My own history with the NE5532 is long. When I was a young man, long ago alas, a friend worked at Signetics. Knowing of my audio interests, he told me that they had a new world-champion OpAmp, the SE5534, which is the single-OpAmp version and father of the NE5532. Well, he got me a fistful of them, so new, so recently minted, that they were unmarked. I remember my eager hands clutching this small pile of gold. I remember plugging them in my IC phono stage and being transported. Yes, transported, as they revealed how poor-sounding were the previous National Semiconductor OpAmps. But then, about a year or two later, I finally finished building my discrete transistor phono stage and the SE5534 no longer sounded all that good. It wasn't a slam dunk, but it was obvious nonetheless that the SE5534 wasn't audio nirvana. Then, about five years later, I completed my first tube-based phono stage; mercy, mercy, mercy, and I never looked back on the SE5534.

Well, actually that is a lie.

About four years ago, I was telling a friend this story and he told me that I was making a big mistake, as the OpAmp's development is never frozen in time, for new techniques are constantly being applied to the production and even major circuit changes are implemented over time. In other words, today's NE5534 is not yesterday's SE5534. He claimed that new production NE5534 and NE5532 OpAmps are still the best choice in most audio applications. Even if I wasn't completely sold, I was tempted. The thing is that I had been regularly replacing the NE5532s that I found in my own (and friends) CD players and DACs for years, and each exchange greatly improved the sonics. Nonetheless, I bought some new, freshly-made Texas Instruments NE5532 OpAmps and sat down for some sonic shoot outs. The test was a hard one: a headphone amplifier.

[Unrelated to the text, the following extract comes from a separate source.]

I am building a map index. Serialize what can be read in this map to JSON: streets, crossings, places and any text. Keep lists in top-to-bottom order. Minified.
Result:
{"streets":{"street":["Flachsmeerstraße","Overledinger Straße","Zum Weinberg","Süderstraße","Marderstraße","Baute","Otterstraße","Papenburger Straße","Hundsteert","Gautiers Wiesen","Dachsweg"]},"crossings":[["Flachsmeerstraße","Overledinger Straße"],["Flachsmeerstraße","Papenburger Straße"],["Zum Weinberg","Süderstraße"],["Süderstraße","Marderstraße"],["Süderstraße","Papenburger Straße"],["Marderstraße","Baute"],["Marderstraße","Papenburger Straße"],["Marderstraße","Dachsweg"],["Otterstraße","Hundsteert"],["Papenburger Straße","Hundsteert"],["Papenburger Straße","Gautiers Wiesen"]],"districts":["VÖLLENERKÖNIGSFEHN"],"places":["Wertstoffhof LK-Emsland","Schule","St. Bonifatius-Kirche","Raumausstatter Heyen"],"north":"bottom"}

Five years ago, I designed and had the PCBs made, as I wanted a reality-check. I had been listening to my tube-based headphone amplifier, and I wanted to know if the high cost was really worth it. In other words, if a tube-based headphone amplifier didn't sound much better than this relatively cheap alternative, why bother with the tubes? I wanted to make this as fair a fight as I could, so I used my own high-quality regulated bipolar power supply, a B-PS-1, and a Goldpoint stepped attenuator—hell, I even housed the circuit in a fancy enclosure, adorned with a heavy, milled volume knob, knowing that more than 50% of the audiophile experience is based on looks, not sound.

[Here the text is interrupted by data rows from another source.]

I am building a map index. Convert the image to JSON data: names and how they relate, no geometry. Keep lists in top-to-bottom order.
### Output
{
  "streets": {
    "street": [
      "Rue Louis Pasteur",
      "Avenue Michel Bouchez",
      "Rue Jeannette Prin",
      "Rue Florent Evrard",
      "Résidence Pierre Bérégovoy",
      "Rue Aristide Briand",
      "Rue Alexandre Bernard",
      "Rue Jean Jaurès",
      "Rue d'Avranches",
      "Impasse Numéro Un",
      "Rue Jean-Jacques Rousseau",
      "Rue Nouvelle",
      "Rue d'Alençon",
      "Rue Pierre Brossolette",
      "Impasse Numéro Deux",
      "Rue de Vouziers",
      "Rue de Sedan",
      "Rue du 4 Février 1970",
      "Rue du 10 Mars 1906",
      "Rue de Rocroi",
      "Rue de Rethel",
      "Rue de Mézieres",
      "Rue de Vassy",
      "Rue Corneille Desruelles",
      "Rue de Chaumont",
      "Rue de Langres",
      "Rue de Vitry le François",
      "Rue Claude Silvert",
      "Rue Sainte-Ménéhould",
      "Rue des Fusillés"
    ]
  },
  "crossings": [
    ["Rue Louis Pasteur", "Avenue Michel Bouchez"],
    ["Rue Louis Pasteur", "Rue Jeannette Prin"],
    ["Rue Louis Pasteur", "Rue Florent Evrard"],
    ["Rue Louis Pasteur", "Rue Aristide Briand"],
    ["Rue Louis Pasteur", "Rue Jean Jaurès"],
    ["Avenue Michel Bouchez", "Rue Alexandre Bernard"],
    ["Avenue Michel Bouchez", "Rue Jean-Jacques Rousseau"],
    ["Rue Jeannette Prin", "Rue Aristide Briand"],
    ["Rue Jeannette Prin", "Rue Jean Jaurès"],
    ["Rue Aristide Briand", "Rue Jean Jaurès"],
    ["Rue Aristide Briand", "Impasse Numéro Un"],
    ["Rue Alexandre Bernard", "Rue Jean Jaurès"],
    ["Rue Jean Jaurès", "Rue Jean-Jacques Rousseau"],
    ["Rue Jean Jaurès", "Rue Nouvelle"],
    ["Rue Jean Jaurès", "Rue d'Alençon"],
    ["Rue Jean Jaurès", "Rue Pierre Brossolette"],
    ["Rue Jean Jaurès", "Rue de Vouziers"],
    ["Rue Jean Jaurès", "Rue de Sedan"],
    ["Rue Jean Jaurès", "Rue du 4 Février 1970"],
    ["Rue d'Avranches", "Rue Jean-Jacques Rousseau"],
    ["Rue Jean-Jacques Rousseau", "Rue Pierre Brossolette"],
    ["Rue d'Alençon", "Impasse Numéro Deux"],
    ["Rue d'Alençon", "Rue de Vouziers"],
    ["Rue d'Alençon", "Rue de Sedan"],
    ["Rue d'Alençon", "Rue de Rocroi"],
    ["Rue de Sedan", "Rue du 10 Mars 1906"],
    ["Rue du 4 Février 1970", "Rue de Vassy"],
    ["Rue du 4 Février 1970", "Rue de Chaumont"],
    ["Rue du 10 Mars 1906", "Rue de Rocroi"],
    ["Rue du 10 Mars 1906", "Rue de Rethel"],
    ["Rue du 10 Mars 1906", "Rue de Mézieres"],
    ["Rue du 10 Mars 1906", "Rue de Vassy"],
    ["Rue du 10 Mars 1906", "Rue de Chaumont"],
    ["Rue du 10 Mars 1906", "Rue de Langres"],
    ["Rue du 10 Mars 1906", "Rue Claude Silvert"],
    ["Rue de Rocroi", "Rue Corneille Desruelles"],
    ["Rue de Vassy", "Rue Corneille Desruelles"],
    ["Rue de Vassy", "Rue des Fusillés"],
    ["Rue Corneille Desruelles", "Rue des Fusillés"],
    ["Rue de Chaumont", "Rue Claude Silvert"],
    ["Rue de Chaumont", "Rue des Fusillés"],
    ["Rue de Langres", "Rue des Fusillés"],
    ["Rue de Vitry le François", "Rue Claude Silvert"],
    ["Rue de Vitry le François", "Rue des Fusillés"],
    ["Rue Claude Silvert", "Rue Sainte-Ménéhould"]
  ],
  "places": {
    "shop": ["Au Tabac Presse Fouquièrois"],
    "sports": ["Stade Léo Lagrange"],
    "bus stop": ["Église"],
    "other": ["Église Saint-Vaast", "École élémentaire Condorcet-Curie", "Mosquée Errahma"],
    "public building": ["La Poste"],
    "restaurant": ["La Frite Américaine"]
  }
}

Well, although this reality-check, solid-state headphone amplifier did sound better than most other solid-state headphone amplifiers (I had about three to compare it to), it just paled compared to my best tube headphone amplifier, so I never released the PCB. Probably, a huge mistake, as it is still a lot of fun.

Okay, back to the NE5532, I pulled out the Reality-Check headphone amplifier the audiophile-approved OpAmps and plugged in the NE5532s. Just like old times. No, not the warm, fuzzy nostalgia that thrills and tickles the soul, but the irksome and wearying reliving of nights wasted watching old reruns of dreadful sitcoms from the 1970s. Now, I freely admit that driving a 32-ohm load or even a 300-ohm load is brutal for any OpAmp and that perhaps the NE5532 is not as unity-gain stable as I had thought. In other words, the test was not perfect, for in a different circuit, the results might have been quite different—but I doubt it.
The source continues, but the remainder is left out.